Images of intervals

We can define an interval to be a convex subset I of R. That is, it has the property that if a, b ∈ I and a ≤ c ≤ b then c ∈ I.

Theorem

The image of an interval under a continuous map is also an interval.

Proof

If f (a), f (b) ∈ f (I) and y lies between them, then by the intermediate value theorem there is an x between a and b with f (x) = y.

Recall that intervals come in various types.

Open: like (a, b), (a, ∞), (-∞, ∞), ...

Closed: like [a, b]

Half-open: like [a, b), (a, b], [a, ∞), ...

Theorem

The image of a closed, bounded interval under a continuous map is closed and bounded.

Proof

By the theorem of the previous section, the image of an interval I = [a, b] is bounded and is a subset of [m, M] (say) where m, M are the lub and glb of the image. Since the function attains its bounds, m, M ∈ f (I) and so the image is [m, M].

Remark

The images of any of the other intervals can be any kind of interval.

1. Any open interval can be mapped to any other open interval (in fact by a continuous bijection):

   For example, (-π/₂, π/₂)→ (-∞, ∞) by the tangent function.

   (-∞, ∞)→ (0, ∞) by the exponential function.

   Any finite open interval can be mapped to any other finite open interval by a suitable linear function. (Exercise)

2. Any half-open interval can be mapped to any other half-open interval using the same maps as in 1.

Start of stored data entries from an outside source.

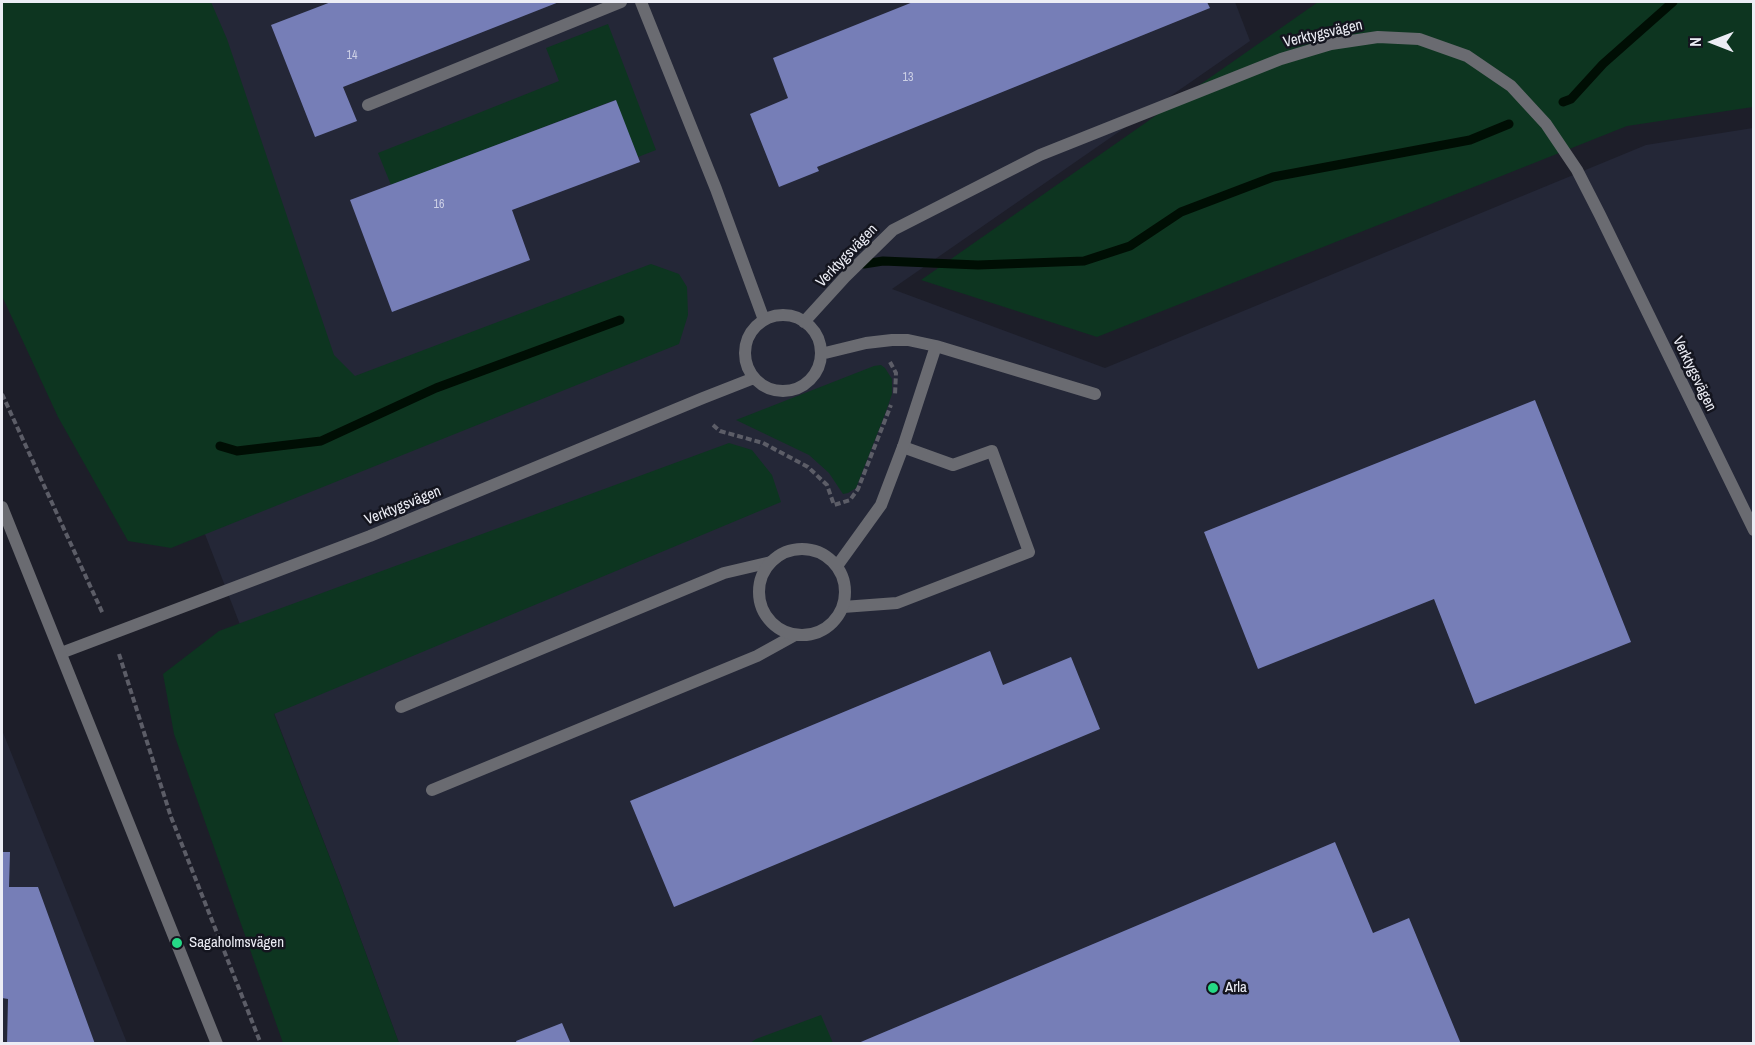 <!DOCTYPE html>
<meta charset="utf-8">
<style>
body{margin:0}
#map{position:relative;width:1755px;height:1045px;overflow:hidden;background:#1d1e29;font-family:"Archivo Narrow",sans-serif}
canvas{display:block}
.frame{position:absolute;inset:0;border:3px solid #ecedf5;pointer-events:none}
.north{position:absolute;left:1683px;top:12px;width:60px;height:60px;-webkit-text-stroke:4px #14151f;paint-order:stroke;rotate:270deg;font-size:16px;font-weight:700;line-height:24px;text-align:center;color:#ecedf5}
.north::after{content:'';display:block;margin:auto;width:21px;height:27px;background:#ecedf5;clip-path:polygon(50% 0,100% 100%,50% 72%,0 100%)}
</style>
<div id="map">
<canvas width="1755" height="1045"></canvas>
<div class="frame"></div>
<div class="north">N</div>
</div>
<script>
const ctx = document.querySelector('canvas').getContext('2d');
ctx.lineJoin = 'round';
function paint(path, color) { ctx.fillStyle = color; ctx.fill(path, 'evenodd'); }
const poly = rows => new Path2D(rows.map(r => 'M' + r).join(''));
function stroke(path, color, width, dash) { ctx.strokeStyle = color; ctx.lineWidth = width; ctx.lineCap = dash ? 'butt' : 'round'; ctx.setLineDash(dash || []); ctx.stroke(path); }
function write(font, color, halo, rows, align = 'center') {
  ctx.font = font + ' "Archivo Narrow",sans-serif'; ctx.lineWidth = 5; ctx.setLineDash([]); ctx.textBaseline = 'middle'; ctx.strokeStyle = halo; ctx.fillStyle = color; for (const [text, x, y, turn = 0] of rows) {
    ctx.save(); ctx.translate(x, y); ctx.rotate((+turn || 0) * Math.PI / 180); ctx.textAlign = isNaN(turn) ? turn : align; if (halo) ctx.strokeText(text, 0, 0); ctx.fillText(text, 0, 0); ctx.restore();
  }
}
paint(poly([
 [2,2,1235,2,1250,41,892,289,1105,368,1646,145,1753,128,1753,1043,399,1043,341,886,2,9],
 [2,730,127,1043,2,1043]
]), '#242737');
paint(poly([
 [2,2,211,2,227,39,334,355,355,376,651,264,679,274,687,287,688,315,679,344,171,548,128,541,58,417,2,296],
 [1318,2,1753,2,1753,107,1627,126,1097,337,921,280],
 [608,24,656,150,638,157,615,100,391,185,378,153,559,81,546,48],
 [881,365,885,368,892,379,892,394,885,414,856,488,848,493,843,494,829,473,809,455,736,420,874,366],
 [729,443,752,450,772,475,781,502,274,714,341,886,399,1043,283,1043,174,734,163,674,219,631],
 [821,1015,833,1043,750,1043,756,1039]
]), '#0d3520');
stroke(poly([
 [1563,102,1571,99,1603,64,1673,2],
 [864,264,883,261,978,265,1084,261,1130,246,1181,212,1273,177,1470,140,1509,124],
 [220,446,237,451,321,441,436,388,620,320]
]), '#000e04', 9);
paint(poly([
 [331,2,559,2,343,87,357,121,315,137,271,25],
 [913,2,1207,2,1210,8,817,167,819,171,779,187,750,114,788,98,773,58],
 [616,100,640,162,512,210,530,260,392,312,350,200],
 [1535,400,1631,642,1475,704,1434,599,1258,669,1204,532],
 [990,651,1003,685,1071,657,1100,729,674,907,630,801],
 [1335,842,1373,933,1409,918,1461,1044,856,1044],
 [2,852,10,852,9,887,38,887,95,1044,7,1044,8,999,2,998],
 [562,1023,571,1044,517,1044,516,1041]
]), '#767eb7');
stroke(poly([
 [890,362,896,373,895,395],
 [2,394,103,614],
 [713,425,720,431,763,443,808,467,827,485,834,505,850,500,858,489,891,405],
 [119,654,171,817,261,1044]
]), '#5c5d67', 4, [6, 3]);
stroke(poly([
 [368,105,621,2],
 [843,607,897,603,1029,552,992,451,953,465,903,447],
 [401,707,724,573,771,562],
 [432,790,757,656,795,635]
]), '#6a6b71', 12);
stroke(poly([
 [641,2,716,189,764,320],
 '745 353a38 38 0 1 1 76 0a38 38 0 1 1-76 0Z',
 [804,322,845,277,893,230,1040,155,1281,59,1331,44,1378,37,1419,39,1467,56,1511,86,1546,124,1577,170,1600,215,1754,530],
 [821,354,866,343,892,340,908,340,936,346,1095,394],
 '759 592a43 43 0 1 1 86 0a43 43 0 1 1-86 0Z',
 [837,566,881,505,903,447,936,346],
 [61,653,370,536,703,398,754,378]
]), '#6a6b71', 12);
stroke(poly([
 [2,507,217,1044]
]), '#6a6b71', 12);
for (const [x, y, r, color] of [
 [177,943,6,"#25d886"],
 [1213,988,6,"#25d886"]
]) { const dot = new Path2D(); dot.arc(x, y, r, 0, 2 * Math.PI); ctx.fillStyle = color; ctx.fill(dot); stroke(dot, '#14151f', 2); }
write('12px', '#ced1e6', null, [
 ["14",352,56],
 ["13",908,78],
 ["16",439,205]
]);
write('15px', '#ecedf5', '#14151f', [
 ["Verktygsvägen",1323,34,-13],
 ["Verktygsvägen",847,256,-46],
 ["Verktygsvägen",1694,374,64],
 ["Verktygsvägen",403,506,-22]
]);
write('15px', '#ecedf5', '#14151f', [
 ["Sagaholmsvägen",189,943],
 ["Arla",1225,988]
], 'left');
</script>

3. Any open or half-open interval can be mapped to a closed interval.

   For example, (-∞, ∞) or [0, ∞)→ [-1, 1] by the sine function.

   Any open interval can be mapped to a half-open interval.
   For example, (-∞, ∞)→ [0, ∞) by the x² function.
   

4. Finally, (the tricky one) any half open interval can be mapped onto an open interval.
   For example, [0, ∞)→ (-∞, ∞) by the map x→ x sin x.